TASK GOAL ▸
The pictures must be left out, while the rest of the data is copied exactly.

SUPPLIED MATERIAL ▸
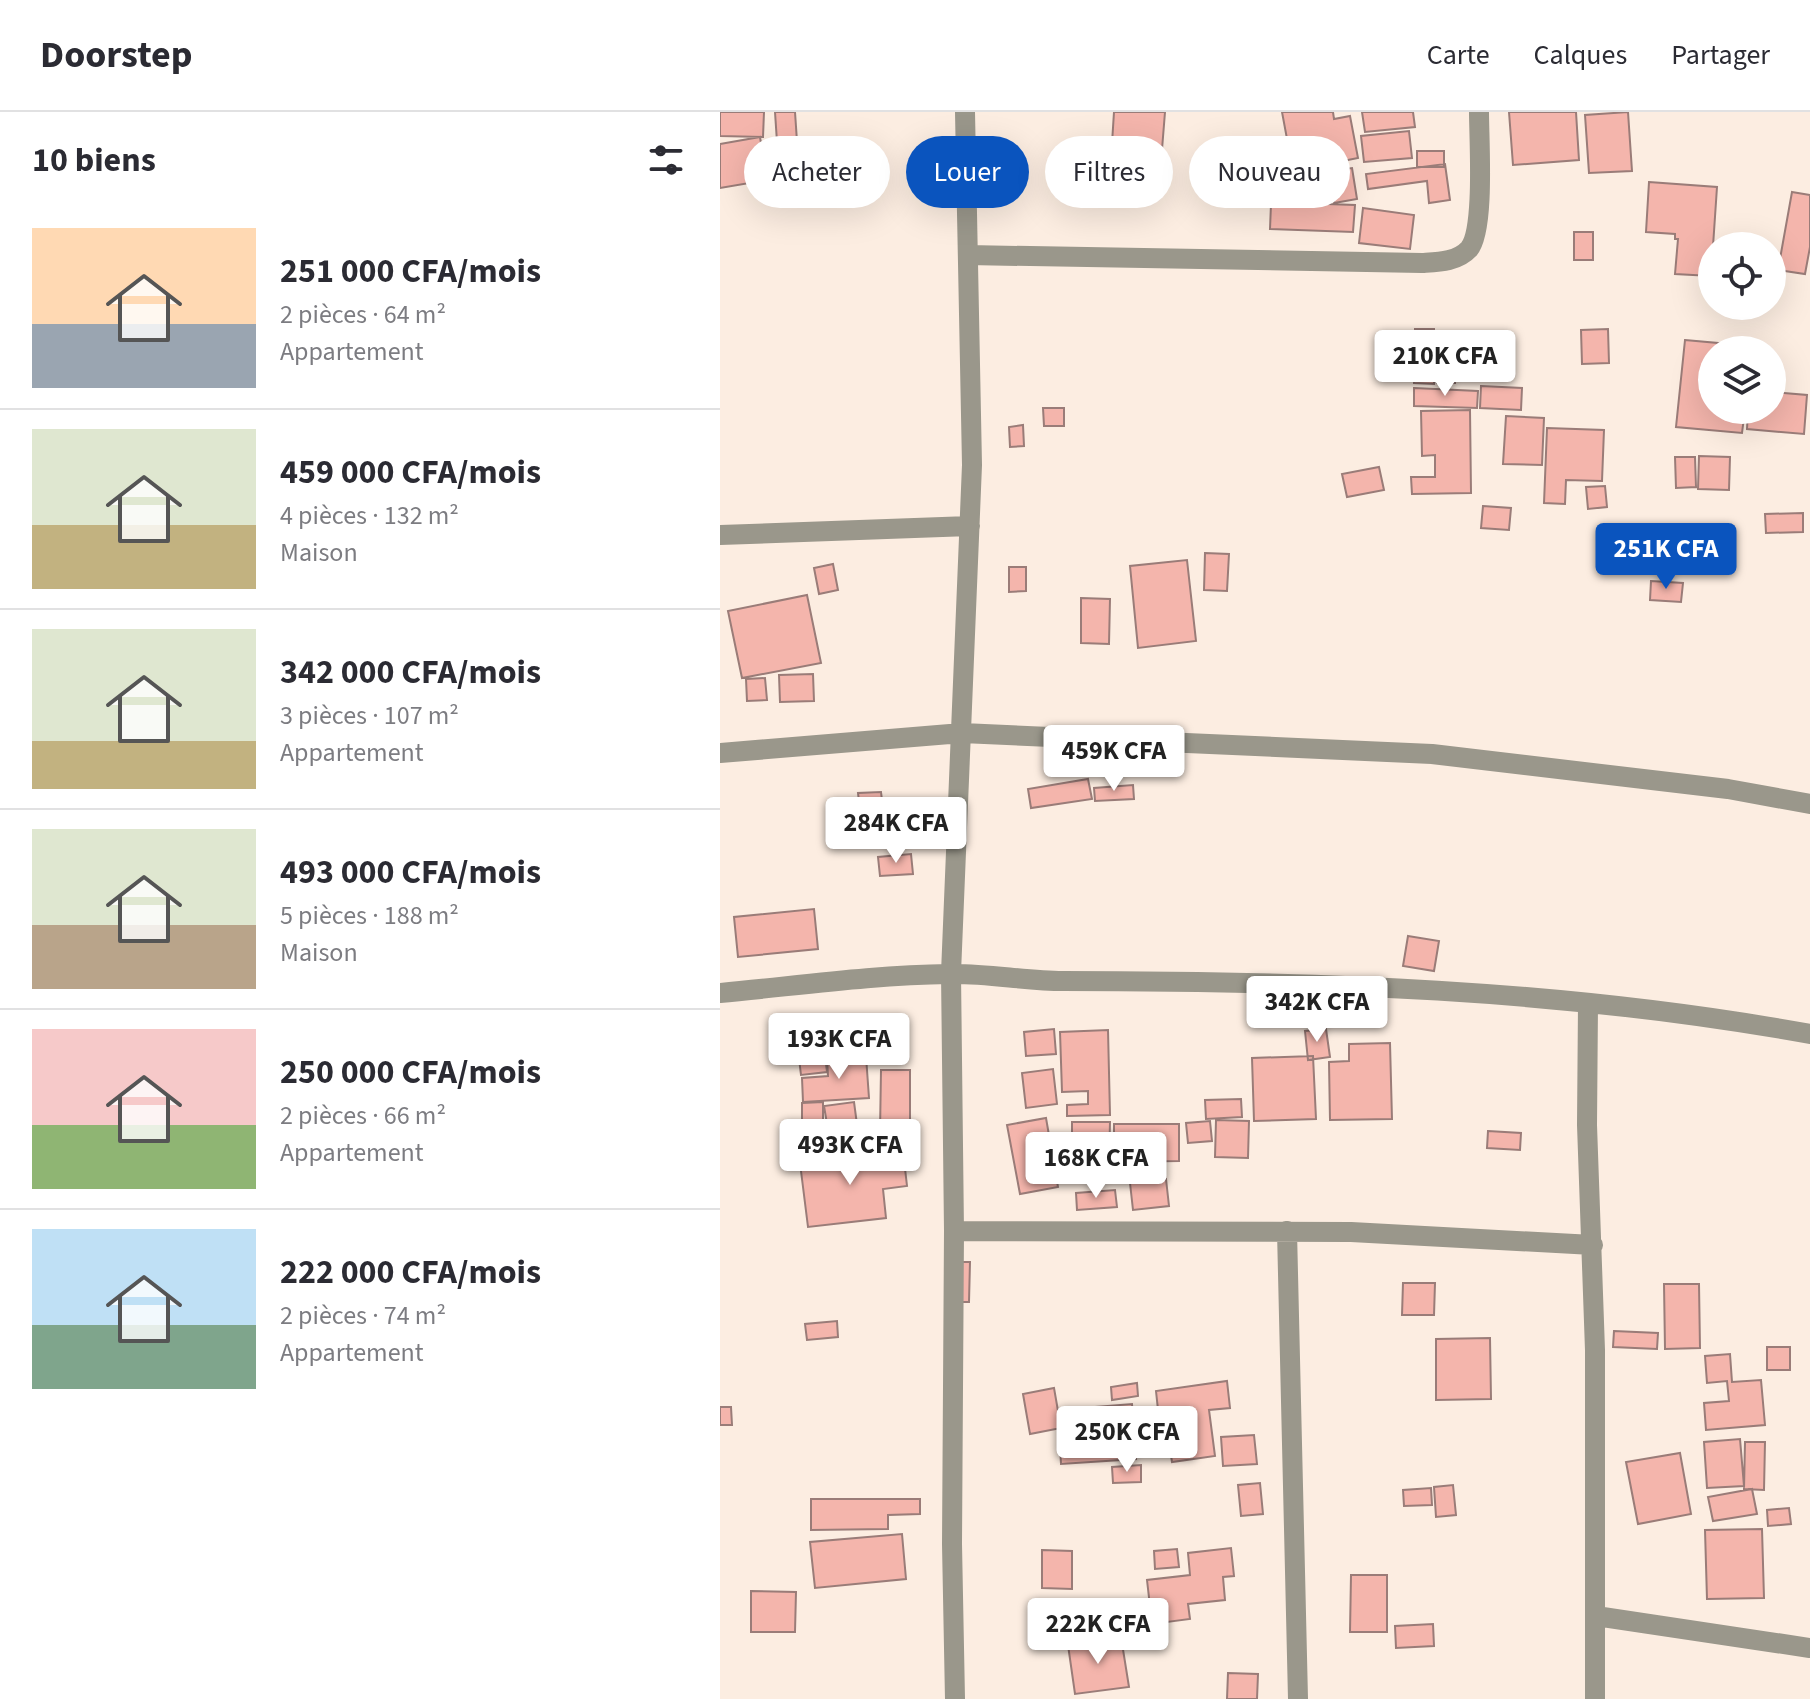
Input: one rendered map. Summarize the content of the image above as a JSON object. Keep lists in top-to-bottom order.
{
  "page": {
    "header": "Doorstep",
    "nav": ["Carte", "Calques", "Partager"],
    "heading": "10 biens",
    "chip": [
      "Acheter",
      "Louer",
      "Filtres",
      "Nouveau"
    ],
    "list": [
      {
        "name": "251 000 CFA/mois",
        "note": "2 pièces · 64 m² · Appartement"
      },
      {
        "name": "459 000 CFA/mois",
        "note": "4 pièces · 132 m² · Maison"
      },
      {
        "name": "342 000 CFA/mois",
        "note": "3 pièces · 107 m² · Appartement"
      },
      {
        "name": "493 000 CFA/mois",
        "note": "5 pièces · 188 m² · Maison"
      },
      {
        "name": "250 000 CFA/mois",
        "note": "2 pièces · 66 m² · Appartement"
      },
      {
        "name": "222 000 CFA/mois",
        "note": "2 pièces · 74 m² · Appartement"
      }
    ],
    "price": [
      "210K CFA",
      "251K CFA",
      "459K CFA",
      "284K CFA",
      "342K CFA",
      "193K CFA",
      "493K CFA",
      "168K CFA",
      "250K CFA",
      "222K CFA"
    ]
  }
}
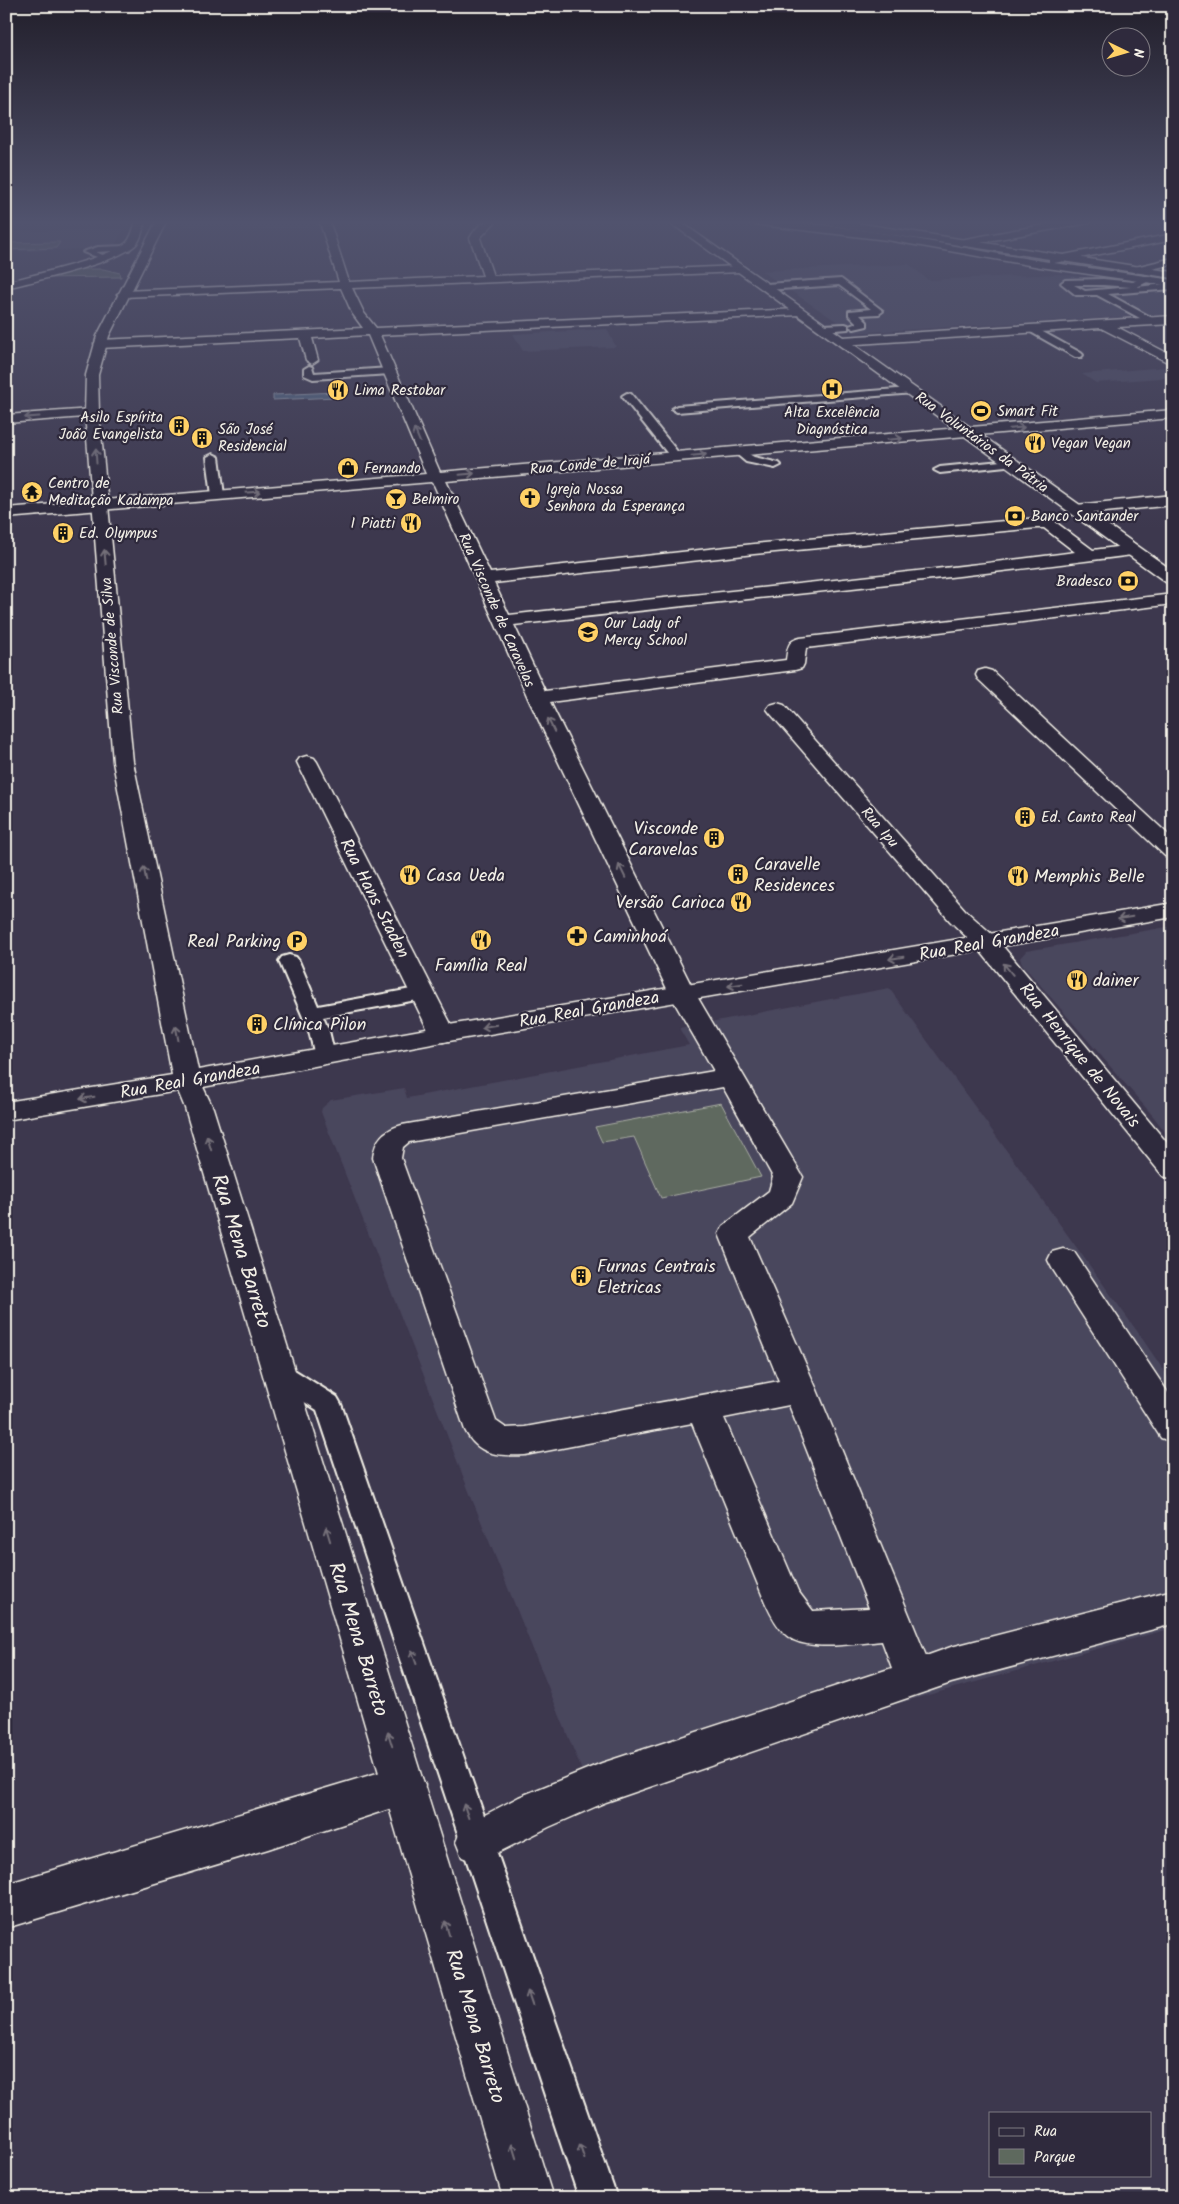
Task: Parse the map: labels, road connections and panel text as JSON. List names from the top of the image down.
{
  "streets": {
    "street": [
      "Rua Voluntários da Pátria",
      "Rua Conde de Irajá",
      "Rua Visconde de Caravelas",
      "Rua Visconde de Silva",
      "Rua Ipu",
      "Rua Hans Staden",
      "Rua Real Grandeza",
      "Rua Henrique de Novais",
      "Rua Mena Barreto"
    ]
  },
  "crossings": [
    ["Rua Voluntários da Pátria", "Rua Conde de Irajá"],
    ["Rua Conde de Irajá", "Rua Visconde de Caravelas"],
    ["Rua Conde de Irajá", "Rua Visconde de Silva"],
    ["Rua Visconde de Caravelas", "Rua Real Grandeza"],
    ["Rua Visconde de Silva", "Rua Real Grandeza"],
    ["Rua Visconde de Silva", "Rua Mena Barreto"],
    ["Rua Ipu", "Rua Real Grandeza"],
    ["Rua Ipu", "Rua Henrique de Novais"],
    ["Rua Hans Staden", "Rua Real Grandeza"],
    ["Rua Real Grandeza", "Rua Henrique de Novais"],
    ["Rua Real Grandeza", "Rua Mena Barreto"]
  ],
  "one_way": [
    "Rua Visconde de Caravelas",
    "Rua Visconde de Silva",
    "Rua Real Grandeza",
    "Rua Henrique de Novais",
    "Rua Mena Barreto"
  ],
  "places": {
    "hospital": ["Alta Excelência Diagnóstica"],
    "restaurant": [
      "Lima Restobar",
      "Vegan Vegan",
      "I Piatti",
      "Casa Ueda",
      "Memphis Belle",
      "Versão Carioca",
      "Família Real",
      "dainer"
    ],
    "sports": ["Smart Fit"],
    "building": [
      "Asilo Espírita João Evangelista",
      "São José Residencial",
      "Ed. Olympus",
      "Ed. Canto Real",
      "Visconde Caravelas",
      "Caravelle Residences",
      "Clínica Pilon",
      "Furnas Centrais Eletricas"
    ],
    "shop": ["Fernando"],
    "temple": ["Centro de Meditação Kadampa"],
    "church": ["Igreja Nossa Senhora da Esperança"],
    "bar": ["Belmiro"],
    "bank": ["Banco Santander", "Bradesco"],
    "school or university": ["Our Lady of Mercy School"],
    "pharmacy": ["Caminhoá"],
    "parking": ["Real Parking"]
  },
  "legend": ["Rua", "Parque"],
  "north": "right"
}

ANSWER TO THE PROBLEM ▸
Input: one rendered map. Summarize the content of the image above as a JSON object. Keep lists in top-to-bottom order.
{
  "page": {
    "header": "Doorstep",
    "nav": ["Carte", "Calques", "Partager"],
    "heading": "10 biens",
    "chip": [
      "Acheter",
      "Louer",
      "Filtres",
      "Nouveau"
    ],
    "list": [
      {
        "name": "251 000 CFA/mois",
        "note": "2 pièces · 64 m² · Appartement"
      },
      {
        "name": "459 000 CFA/mois",
        "note": "4 pièces · 132 m² · Maison"
      },
      {
        "name": "342 000 CFA/mois",
        "note": "3 pièces · 107 m² · Appartement"
      },
      {
        "name": "493 000 CFA/mois",
        "note": "5 pièces · 188 m² · Maison"
      },
      {
        "name": "250 000 CFA/mois",
        "note": "2 pièces · 66 m² · Appartement"
      },
      {
        "name": "222 000 CFA/mois",
        "note": "2 pièces · 74 m² · Appartement"
      }
    ],
    "price": [
      "210K CFA",
      "251K CFA",
      "459K CFA",
      "284K CFA",
      "342K CFA",
      "193K CFA",
      "493K CFA",
      "168K CFA",
      "250K CFA",
      "222K CFA"
    ]
  }
}
Task: Parse the map: labels, road connections and panel text as JSON. List names from the top of the image down.
{
  "streets": {
    "street": [
      "Rua Voluntários da Pátria",
      "Rua Conde de Irajá",
      "Rua Visconde de Caravelas",
      "Rua Visconde de Silva",
      "Rua Ipu",
      "Rua Hans Staden",
      "Rua Real Grandeza",
      "Rua Henrique de Novais",
      "Rua Mena Barreto"
    ]
  },
  "crossings": [
    ["Rua Voluntários da Pátria", "Rua Conde de Irajá"],
    ["Rua Conde de Irajá", "Rua Visconde de Caravelas"],
    ["Rua Conde de Irajá", "Rua Visconde de Silva"],
    ["Rua Visconde de Caravelas", "Rua Real Grandeza"],
    ["Rua Visconde de Silva", "Rua Real Grandeza"],
    ["Rua Visconde de Silva", "Rua Mena Barreto"],
    ["Rua Ipu", "Rua Real Grandeza"],
    ["Rua Ipu", "Rua Henrique de Novais"],
    ["Rua Hans Staden", "Rua Real Grandeza"],
    ["Rua Real Grandeza", "Rua Henrique de Novais"],
    ["Rua Real Grandeza", "Rua Mena Barreto"]
  ],
  "one_way": [
    "Rua Visconde de Caravelas",
    "Rua Visconde de Silva",
    "Rua Real Grandeza",
    "Rua Henrique de Novais",
    "Rua Mena Barreto"
  ],
  "places": {
    "hospital": ["Alta Excelência Diagnóstica"],
    "restaurant": [
      "Lima Restobar",
      "Vegan Vegan",
      "I Piatti",
      "Casa Ueda",
      "Memphis Belle",
      "Versão Carioca",
      "Família Real",
      "dainer"
    ],
    "sports": ["Smart Fit"],
    "building": [
      "Asilo Espírita João Evangelista",
      "São José Residencial",
      "Ed. Olympus",
      "Ed. Canto Real",
      "Visconde Caravelas",
      "Caravelle Residences",
      "Clínica Pilon",
      "Furnas Centrais Eletricas"
    ],
    "shop": ["Fernando"],
    "temple": ["Centro de Meditação Kadampa"],
    "church": ["Igreja Nossa Senhora da Esperança"],
    "bar": ["Belmiro"],
    "bank": ["Banco Santander", "Bradesco"],
    "school or university": ["Our Lady of Mercy School"],
    "pharmacy": ["Caminhoá"],
    "parking": ["Real Parking"]
  },
  "legend": ["Rua", "Parque"],
  "north": "right"
}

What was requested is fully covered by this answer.